SDK for Dummies - How to improve existing captcha definitions
Captcha Breaker has some neat tools on board to improve the solving rate of a captcha.
Basically there are two ways to improve them.
1) Fine tuning an existent definition
2) Add another solving process for captchas which CB wasn't able to give an answer for. This means if 'Process 01' couldn't solve the captcha you can define 'Process 02' that will try to solve it. You are able to define up to 10 processes for each captcha.

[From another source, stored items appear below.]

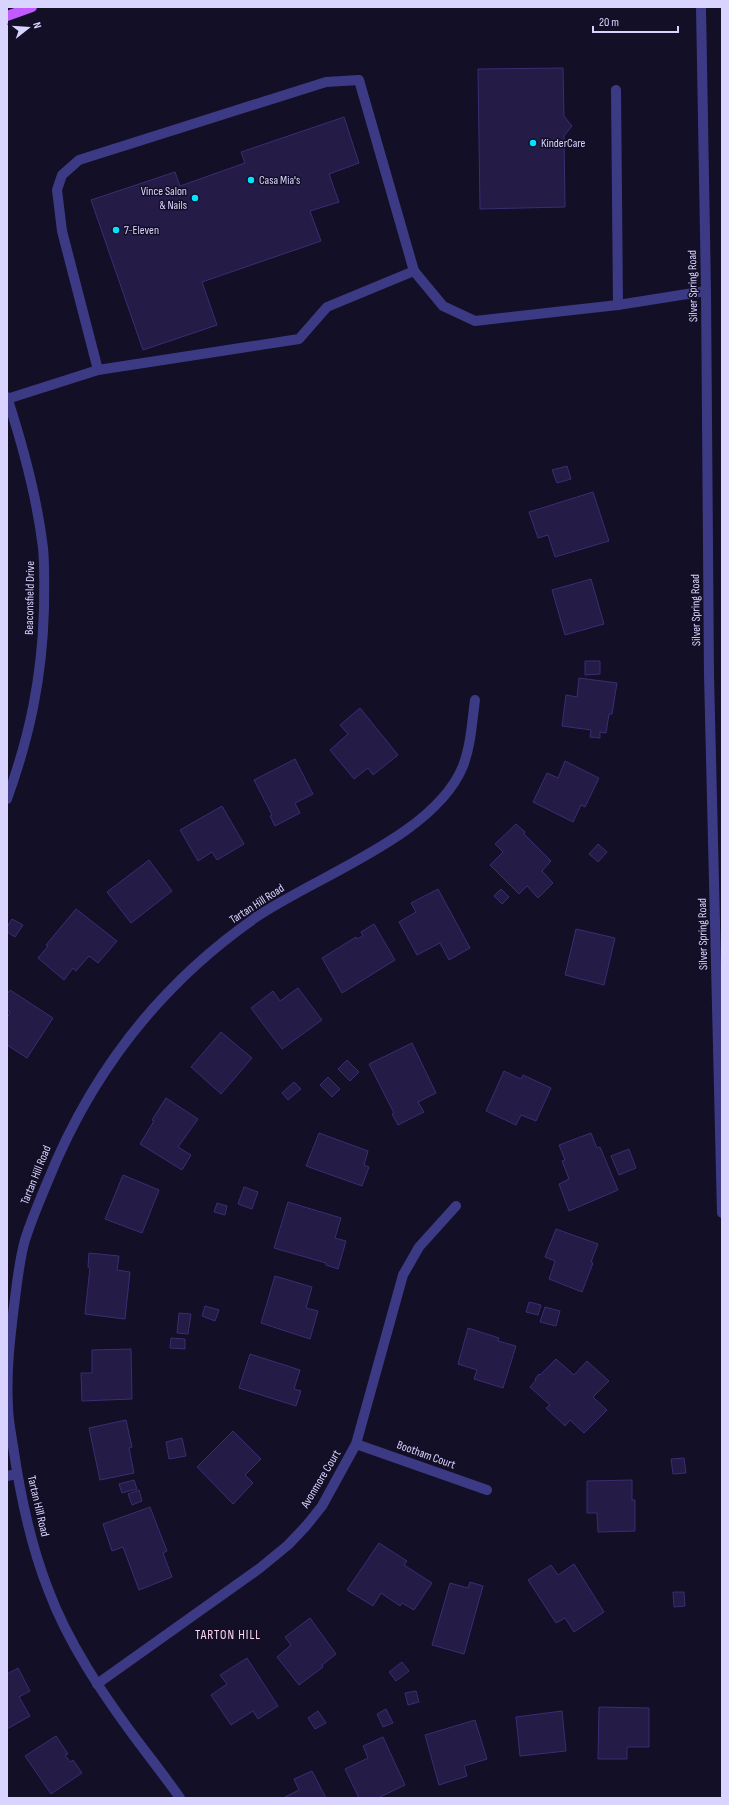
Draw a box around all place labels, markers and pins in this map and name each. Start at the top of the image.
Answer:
place label: KinderCare [541,136,586,151]
marker: KinderCare [528,138,538,148]
place label: Casa Mia's [259,173,300,188]
marker: Casa Mia's [246,175,256,185]
place label: Vince Salon & Nails [141,184,187,213]
marker: Vince Salon & Nails [190,193,200,203]
place label: 7-Eleven [124,223,159,238]
marker: 7-Eleven [111,225,121,235]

Often times it helps a lot if you change some parameters to your existing definition. To name the most important parameters you need to take a closer look on
Other parameter are also worth investigating but both mentioned above are the most important ones in my opinion. As both correlate often times you will only get an effect if one of them will be fine tuned.
- Threshold 50 %
- Scale 200 %
If we fine tune 'Threshold' and get a value of 45 than this value if optimised for a captcha which was scaled up to 200%. Most likely you won't notice any changes if we try to fine tune the scale parameter.
- Threshold 50%
The definition has no 'Scale' parameter up to this point. Once we have fine tuned 'Threshold' to 45% you can try to add the 'Scale' parameter afterwards (= best result you will get is with a scale of 200 %). In this case it is worth trying to do such and fine tune 'Scale' after adding it to the definition.
If or not parameters are correlating to each other is depending on which parameters and in which order they appear. Because of that it is often times worth a try to all different kinds of testing.
This is how 'Fine Tuning' works with the help of 'Test focused Filter Parameter' (-> right click parameter -> click 'Test focused...')
In the first run we test it with a wide range of values. In this case I did it for instance with a minimum of 20 and a maximum of 80.
The first run gave us just a tiny improvement. I need to remind you though that the more sample captchas you have the better definitions could be made.
Next thing we try is to even optimize the value to its decimals. Once again we click 'Test filters...' but this time the minimum value will be 40, the maximum value 42 with an increase of just 0,1.
Sadly enough I got no further captchas solved this times but sometimes this works wonders if you test it with a sizable captcha database.
But I tweaked the scale percentage and got a result of 30% solved captchas with a sample size of 50 captchas of this type.
This time it was worth a try to test the 'scale' parameter because the 'remove-objects' filter as well as the 'remove-dust' filter were correlated to the scale size.
We leave that definition for now and try add another solving process for further improvement.
Add another Process
Captcha Breaker has the unique feature to add another solving process for captchas it wasn't able to give an answer in its first process.
Before we start with 'Process 2' we testing all captchas with the original definition again and delete all captchas with an answer afterwards (regardless of wether the answer was correct or not).
To do that you need to click 'Add / Edit / Delete' -> 'Delete' -> 'All with none empty result'.
Next thing we need to to is to increase the 'Process' value to 2.
You can either 'Brute Force' for 'Process 2' with the left captchas again or try something different. In this case i added a simple filter for demonstration purposes and this filter has to be used with when "brute forcing".
When asked if it should always use current filter when brute forcing we say 'Yes' (or 'Ja' if you are using a german OS )
This run will take some time again but not as long as in the very first 'Brute Force' run because we test it with a smaller sample size of captchas this time.
After the extra run is done and fine tuning this process we have gotten the following result for the remaining captchas.
You'll see that some captchas could be solved that weren't solvable in 'Process 1'. Now we are adding all captachs that were delete before ('Add / Edit / Delete' -> 'Add' -> sample folder) and click 'Test' to get the results with both processes.
As you can see we improved our captcha definition from 24% to a solving rate of 40% with fine tuning the original definition and by adding an additionally process. You can even add more processes (up to 10 overall) but for that you need a very large database of sample captchas.
This example has shown that it is worth the time to optimise the captcha definitions to maximize the results. Hopefully many users will participate in creating a large captcha database for testing of each type and try to improve existing definitions or adding new ones for the benefit of all.
One last word. Everyone is able to use the SDK on each of his PC(s). After the trial of CB has expired the SDK will remain full functionally so you are able to play with it on your home PC when your license of Captcha Breaker is running on your VPS!